The Ice Worm has emerged from his grotto, full grown, covered in the scars and words of the Plague God. He stalks the city. He stalks the White Fort. We won’t escape this doom . . .
She caught his shoulder as the mind-voice died.
‘Hey, I’m right here, talk to me. Did you go to the White Fort? Is that where you’ve been? While the city waited for you to come Home?’
His voice was kind, almost vague. ‘Oh, I went way past Firethorn and the White Fort. I got lost out there. It’s a vast universe, dimension upon dimension, and I could go anywhere.’
His purple gaze was terrifying. Suddenly, she dug him. She knew what it was to wander for so far and long that you knew nothing but the journey.
‘But you got Home.’
He smiled in his distant way. ‘In the end. The Source Stones dragged me back. My ship now orbits Babelzon. And you came back, Princess of the Swords, returned from the Grave world. You broke the Repeater curse. You carry the Sword again. Events are synching up.’
‘We did that,’ Demorn said, pissed off. ‘Alex and Guard Dog and Wrecking Ball and me. We did that. Not some weird celestial force, not you.’
The Tyrant ran his hand through his hair.
‘You’re right. It was a desperate and brave escape. Maybe there is hope left.’
The Arena vanished. They stood in the control chamber of his ship. It was almost blandly impersonal and functional.
He staggered, his face battered with wounds as they re-emerged into reality. She saw his white shirt stained with blood. The Tyrant ground his teeth and the bleeding slowed, then faded.
‘But I have seen the edge of the universe, Demorn, and I’m right, too. There’s a weakening in the design. Perhaps a designed flaw, who knows.’
She raised an eyebrow. ‘Well, I don’t.’
‘The flaw helped you escape the Grave. As it helps the forces bleeding through the fabric of reality.’
She looked at the Tyrant steadily. ‘Just tell me straight, boss. Is the whole universe about to explode no matter what we do? If so, can I just go back to bed, listening to love songs and missing my ex-girlfriend?’
The Tyrant laughed. ‘You’re calling her your ex now? Well, that is pers
onal growth.’
Demorn couldn’t help but chuckle.
‘What a concept. I might as well try some, if reality is about to collapse and everything.’
5
* * *
It wasn’t what I had expected, Demorn realized. I thought the Tyrant would be a Tyrant. But this Court is empty of courtiers. It’s just him and some ghosts.
The Tyrant looked young and tired and slightly nihilistic in the soft light of the control room. Kind of hot in a suit though, Demorn thought. His battered face repaired itself of the most grievous wounds as he operated the console, images of the galaxy spinning before them in the room.
The star charts were not wholly unfamiliar to Demorn, for she had seen her brother examine similar things aboard the Spire inside Memory Garden. But it was not her primary interest, and she watched the rotating galaxy constructs with a mild apprehension.

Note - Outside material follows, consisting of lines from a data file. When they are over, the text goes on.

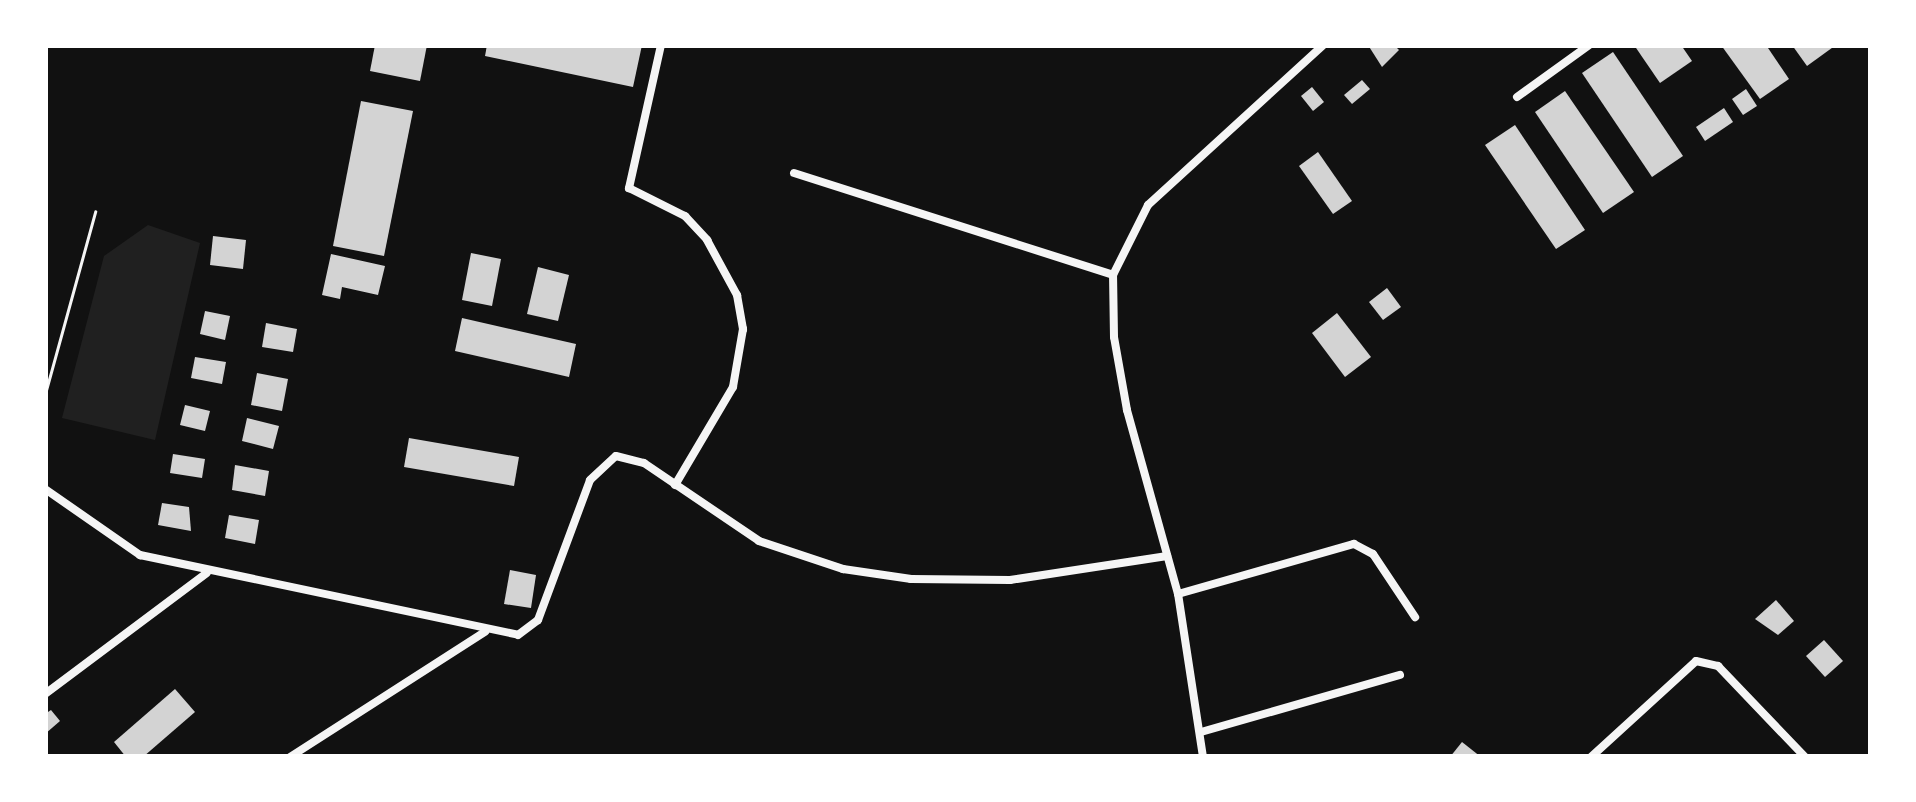 <!DOCTYPE html>
<html>
<head>
<meta charset="utf-8">
<style>
  body { margin:0 }
  #map { position:relative; width:1916px; height:802px; overflow:hidden; background:#111; font-family:"Source Sans 3",sans-serif }
  div>[style] { position:absolute }
  [style*='--x'] { left:calc(var(--x)*1px); top:calc(var(--y)*1px); width:calc(var(--w)*1px); rotate:calc(var(--a)*1deg) }
  .green>* { inset:0; background:#202020 }
  .building>* { inset:0; background:#d3d3d3 }
  .path>* { height:2.5px; margin:-1.25px; padding:0 1.25px; transform-origin:1.25px; border-radius:1.25px; background:#f5f5f5 }
  .minor>* { height:8px; margin:-4px; padding:0 4px; transform-origin:4px; border-radius:4px; background:#f5f5f5 }
  span { translate:-50% -50%; white-space:nowrap; text-align:center; line-height:1.15; -webkit-text-stroke:10px #fff; paint-order:stroke }
  .frame { position:absolute; inset:0; border:48px solid #fff; pointer-events:none }
</style>
</head>
<body>
<div id="map">
  <div class="green">
    <div style="clip-path:polygon(148px 225px,200px 243px,155px 440px,62px 418px,104px 256px)"></div>
  </div>
  <div class="building">
    <div style="clip-path:polygon(375px 45px,427px 45px,420px 81px,370px 71px)"></div>
    <div style="clip-path:polygon(487px 45px,642px 45px,633px 87px,485px 56px)"></div>
    <div style="clip-path:polygon(1368px 45px,1394px 45px,1399px 50px,1382px 67px)"></div>
    <div style="clip-path:polygon(1634px 45px,1681px 45px,1692px 61px,1660px 83px)"></div>
    <div style="clip-path:polygon(1721px 45px,1766px 45px,1789px 79px,1760px 99px)"></div>
    <div style="clip-path:polygon(1792px 45px,1836px 45px,1807px 66px)"></div>
    <div style="clip-path:polygon(1613px 52px,1683px 156px,1652px 177px,1582px 73px)"></div>
    <div style="clip-path:polygon(1362px 80px,1370px 89px,1352px 104px,1344px 95px)"></div>
    <div style="clip-path:polygon(1312px 87px,1324px 102px,1313px 111px,1301px 96px)"></div>
    <div style="clip-path:polygon(1746px 89px,1757px 106px,1743px 115px,1732px 99px)"></div>
    <div style="clip-path:polygon(1565px 91px,1634px 192px,1603px 213px,1535px 112px)"></div>
    <div style="clip-path:polygon(361px 101px,413px 111px,384px 256px,333px 246px)"></div>
    <div style="clip-path:polygon(1724px 108px,1733px 122px,1705px 141px,1696px 127px)"></div>
    <div style="clip-path:polygon(1515px 125px,1585px 230px,1556px 249px,1485px 145px)"></div>
    <div style="clip-path:polygon(1318px 152px,1352px 201px,1333px 214px,1299px 166px)"></div>
    <div style="clip-path:polygon(213px 236px,246px 240px,243px 269px,210px 265px)"></div>
    <div style="clip-path:polygon(471px 253px,501px 259px,492px 306px,462px 300px)"></div>
    <div style="clip-path:polygon(331px 254px,385px 266px,378px 295px,342px 287px,340px 299px,322px 295px)"></div>
    <div style="clip-path:polygon(538px 267px,569px 275px,558px 321px,527px 314px)"></div>
    <div style="clip-path:polygon(1387px 288px,1401px 307px,1383px 320px,1369px 302px)"></div>
    <div style="clip-path:polygon(205px 311px,230px 316px,225px 340px,200px 334px)"></div>
    <div style="clip-path:polygon(1337px 313px,1371px 357px,1345px 377px,1312px 333px)"></div>
    <div style="clip-path:polygon(462px 318px,576px 344px,569px 377px,455px 351px)"></div>
    <div style="clip-path:polygon(266px 323px,297px 329px,293px 352px,262px 347px)"></div>
    <div style="clip-path:polygon(195px 357px,226px 362px,222px 384px,191px 378px)"></div>
    <div style="clip-path:polygon(257px 373px,288px 379px,282px 411px,251px 405px)"></div>
    <div style="clip-path:polygon(185px 405px,210px 411px,205px 431px,180px 425px)"></div>
    <div style="clip-path:polygon(247px 418px,279px 426px,273px 449px,242px 441px)"></div>
    <div style="clip-path:polygon(409px 438px,519px 457px,514px 486px,404px 467px)"></div>
    <div style="clip-path:polygon(173px 454px,205px 459px,202px 478px,170px 473px)"></div>
    <div style="clip-path:polygon(235px 465px,269px 471px,265px 496px,232px 490px)"></div>
    <div style="clip-path:polygon(162px 503px,189px 507px,191px 531px,158px 525px)"></div>
    <div style="clip-path:polygon(229px 515px,259px 520px,255px 544px,225px 538px)"></div>
    <div style="clip-path:polygon(510px 570px,536px 575px,531px 608px,504px 604px)"></div>
    <div style="clip-path:polygon(1776px 600px,1794px 621px,1778px 635px,1755px 619px)"></div>
    <div style="clip-path:polygon(1824px 640px,1843px 661px,1825px 677px,1806px 656px)"></div>
    <div style="clip-path:polygon(175px 689px,195px 712px,143px 757px,126px 757px,114px 742px)"></div>
    <div style="clip-path:polygon(51px 710px,60px 721px,45px 734px,45px 714px)"></div>
    <div style="clip-path:polygon(1462px 742px,1481px 757px,1450px 757px)"></div>
  </div>
  <div class="path">
    <div style="--x:45;--y:394;--w:189;--a:-74.6"></div>
  </div>
  <div class="minor">
    <div style="--x:661;--y:45;--w:147;--a:102.6"></div>
    <div style="--x:629;--y:188;--w:63;--a:26.6"></div>
    <div style="--x:685;--y:216;--w:33;--a:47"></div>
    <div style="--x:707;--y:240;--w:63;--a:61.4"></div>
    <div style="--x:737;--y:295;--w:35;--a:80"></div>
    <div style="--x:743;--y:329;--w:59;--a:99.8"></div>
    <div style="--x:733;--y:387;--w:114;--a:120.6"></div>
    <div style="--x:1517;--y:97;--w:89;--a:-35.8"></div>
    <div style="--x:794;--y:173;--w:335;--a:17.7"></div>
    <div style="--x:45;--y:489;--w:116;--a:34.8"></div>
    <div style="--x:140;--y:555;--w:386;--a:11.9"></div>
    <div style="--x:518;--y:635;--w:25;--a:-37"></div>
    <div style="--x:538;--y:620;--w:149;--a:-69.6"></div>
    <div style="--x:590;--y:480;--w:35;--a:-43"></div>
    <div style="--x:616;--y:456;--w:29;--a:14"></div>
    <div style="--x:644;--y:463;--w:139;--a:34.1"></div>
    <div style="--x:759;--y:541;--w:89;--a:18.4"></div>
    <div style="--x:843;--y:569;--w:69;--a:8.4"></div>
    <div style="--x:911;--y:579;--w:99;--a:0.6"></div>
    <div style="--x:1010;--y:580;--w:159;--a:-8.7"></div>
    <div style="--x:1178;--y:594;--w:183;--a:-15.9"></div>
    <div style="--x:1354;--y:544;--w:21;--a:28"></div>
    <div style="--x:1373;--y:554;--w:76;--a:56.3"></div>
    <div style="--x:45;--y:694;--w:202;--a:-36.8"></div>
    <div style="--x:1201;--y:732;--w:207;--a:-16"></div>
    <div style="--x:290;--y:757;--w:232;--a:-32.7"></div>
    <div style="--x:1203;--y:757;--w:165;--a:-98.7"></div>
    <div style="--x:1178;--y:594;--w:191;--a:-105.5"></div>
    <div style="--x:1127;--y:410;--w:74;--a:-100.1"></div>
    <div style="--x:1114;--y:337;--w:62;--a:-90.9"></div>
    <div style="--x:1113;--y:275;--w:78;--a:-63.4"></div>
    <div style="--x:1148;--y:205;--w:237;--a:-42.4"></div>
    <div style="--x:1591;--y:757;--w:142;--a:-42.4"></div>
    <div style="--x:1696;--y:661;--w:23;--a:13"></div>
    <div style="--x:1718;--y:666;--w:126;--a:46.3"></div>
  </div>
  <div class="frame"></div>
</div>
</body>
</html>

The control room looked out onto Babelzon, but not as it was normally seen in the City below. She saw the planet beyond it, Earth, phasing around the City like a shadowy twin. She saw the huge tears in space that were the Portals, the incessant traffic passing through them.
In exhaustion, she slumped on a leather couch, in front of a small coffee table. Her magic eyes could pierce the veil within the room. It hadn’t always been a bland, functional ship. She could sense at one time this had been a living construct of wood and sinew, an intelligence that was not artificial, but was now inert.
‘Where did you get this ship?’ she asked.
‘From a friend. A long time ago.’
‘Who was he? It has traces of Asanti vessel rigging.’
The Tyrant clapped her on the shoulder with a friendly charm.
‘I don’t remember him very well. That’s the sad part of being a hero, Demorn. You lose most of your friends if you don’t die.’
He noticed something on the couch. ‘You’ve drawn a circle.’
She looked at the armrest. Again her left hand fingers had turned to metal and she had formed a circle upon the leather, charring it. The miniature circle glowed with an eerie fire.